Collaboration is a Culture, Not a Set of Tools

Troy Larsen at Business2Community.com has an article entitled, “Collaboration is a Culture, Not a Set of Tools” (Thanks to Erin Moloney (@ErinE) for pointing me to the article) In it he speaks to a recent quote from RedHat CEO Jim Whitehurst giving that short and spiffy little sound bit.

while collaboration is an important characteristic of successful companies, tools alone won’t get you there. Whitehurst believes that if collaboration isn’t already something ingrained in the corporate culture, then it doesn’t matter how many or what kind of collaboration tools you have. “You can’t buy your way to collaboration.

Frankly, I can’t argue against it.  I remember once early in my career when I decided to sit the office down and teach them the value of a spreadsheet.   So I sat with about 8 people who used the old calculators with a tape roll all day and walked them through SUM, AVG, and a bunch of other cool uses for a spreadsheet.  At the end of the day, one lady looked at me and flat out told me she would never use spreadsheet.  When I pointed out that one mistake on her calculator forced her to start over she told me she didn’t care and then off she went.  Now that’s an example of someone who won’t use a better tool no matter what in front of him or her.

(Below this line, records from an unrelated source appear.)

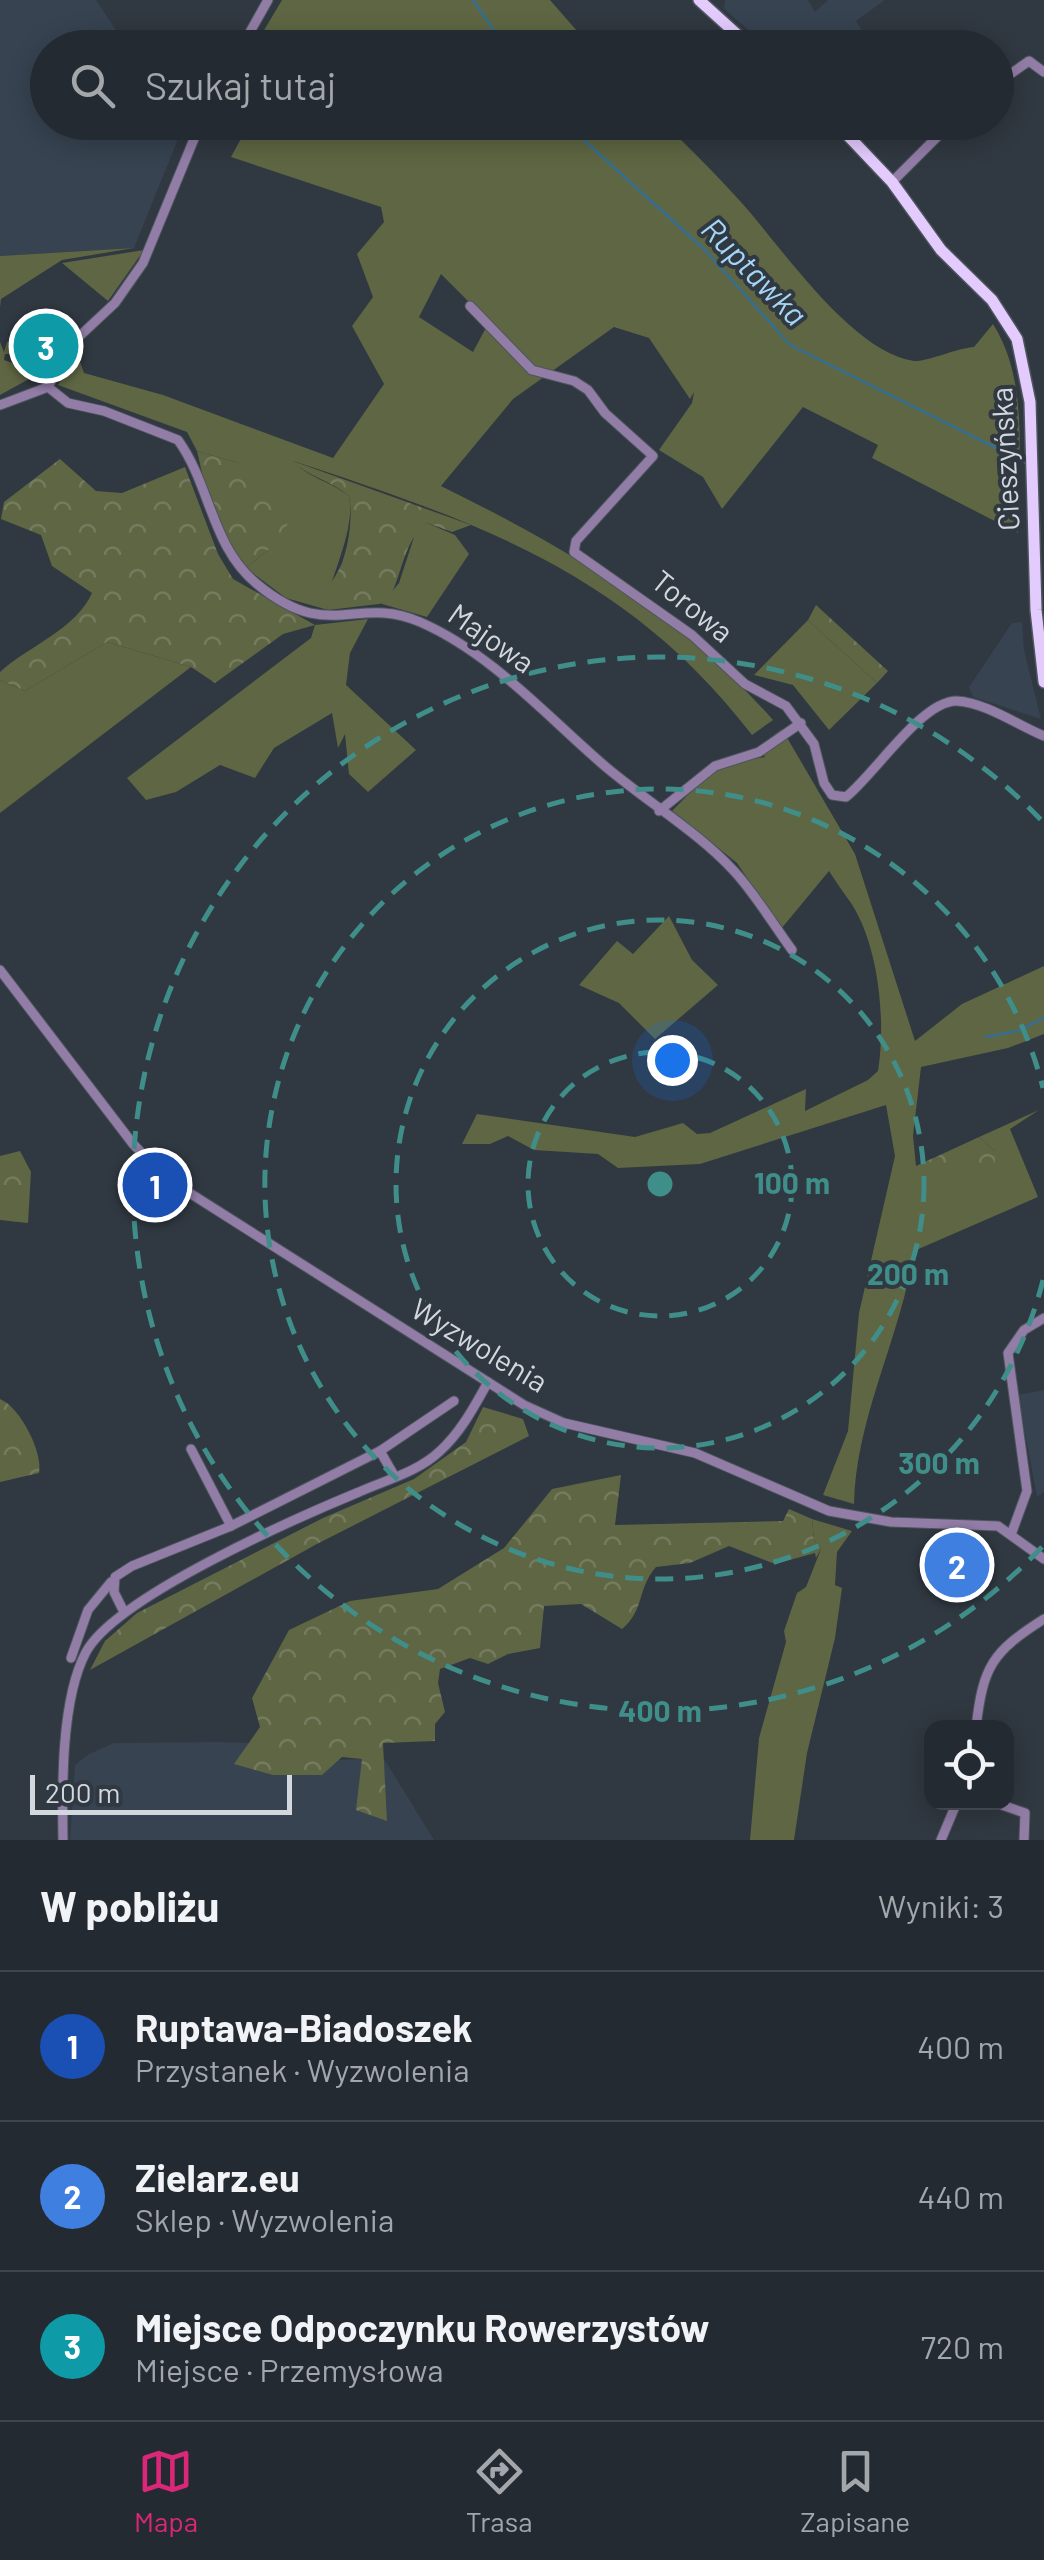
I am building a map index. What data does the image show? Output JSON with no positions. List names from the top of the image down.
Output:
{
  "streets": {
    "main road": ["Cieszyńska"],
    "street": ["Torowa", "Majowa", "Wyzwolenia"]
  },
  "water": ["Ruptawka"],
  "scale_bar": "200 m",
  "page": {
    "search": "Szukaj tutaj",
    "pins": ["3", "1", "2"],
    "scale": "200 m",
    "heading": ["W pobliżu", "Wyniki: 3"],
    "list": [
      {
        "mark": "1",
        "name": "Ruptawa-Biadoszek",
        "note": "Przystanek · Wyzwolenia",
        "value": "400 m"
      },
      {
        "mark": "2",
        "name": "Zielarz.eu",
        "note": "Sklep · Wyzwolenia",
        "value": "440 m"
      },
      {
        "mark": "3",
        "name": "Miejsce Odpoczynku Rowerzystów",
        "note": "Miejsce · Przemysłowa",
        "value": "720 m"
      }
    ],
    "nav": ["Mapa", "Trasa", "Zapisane"]
  },
  "rings": [
    "100 m",
    "200 m",
    "300 m",
    "400 m"
  ]
}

That brings me to the next part of Troy’s post:

Most managers believe that if you acquire a collaboration tool, collaboration will start to happen. Unfortunately, achieving successful collaboration is a lot more difficult than that. Whitehurst is right to believe that collaboration tools cannot be the foundation of a collaborative culture, however if used correctly, these tools can serve as that last needed push helping drive your team to success.

Here’s the key, even collaborative cultures have failed collaboration tools.   When we fail to plan, fail to engage the users, fail to train them, and fail to give them tools that are actually useful, then that collaborative tool is just another toy on the shelf.  So for all the social and collaboration vendors out there, please remember that your tool enable collaboration.  It’s not in and of itself collaboration.  Literally every social collaboration tool out there should be as easy as dropbox to use.  If it’s not, then you failed…………….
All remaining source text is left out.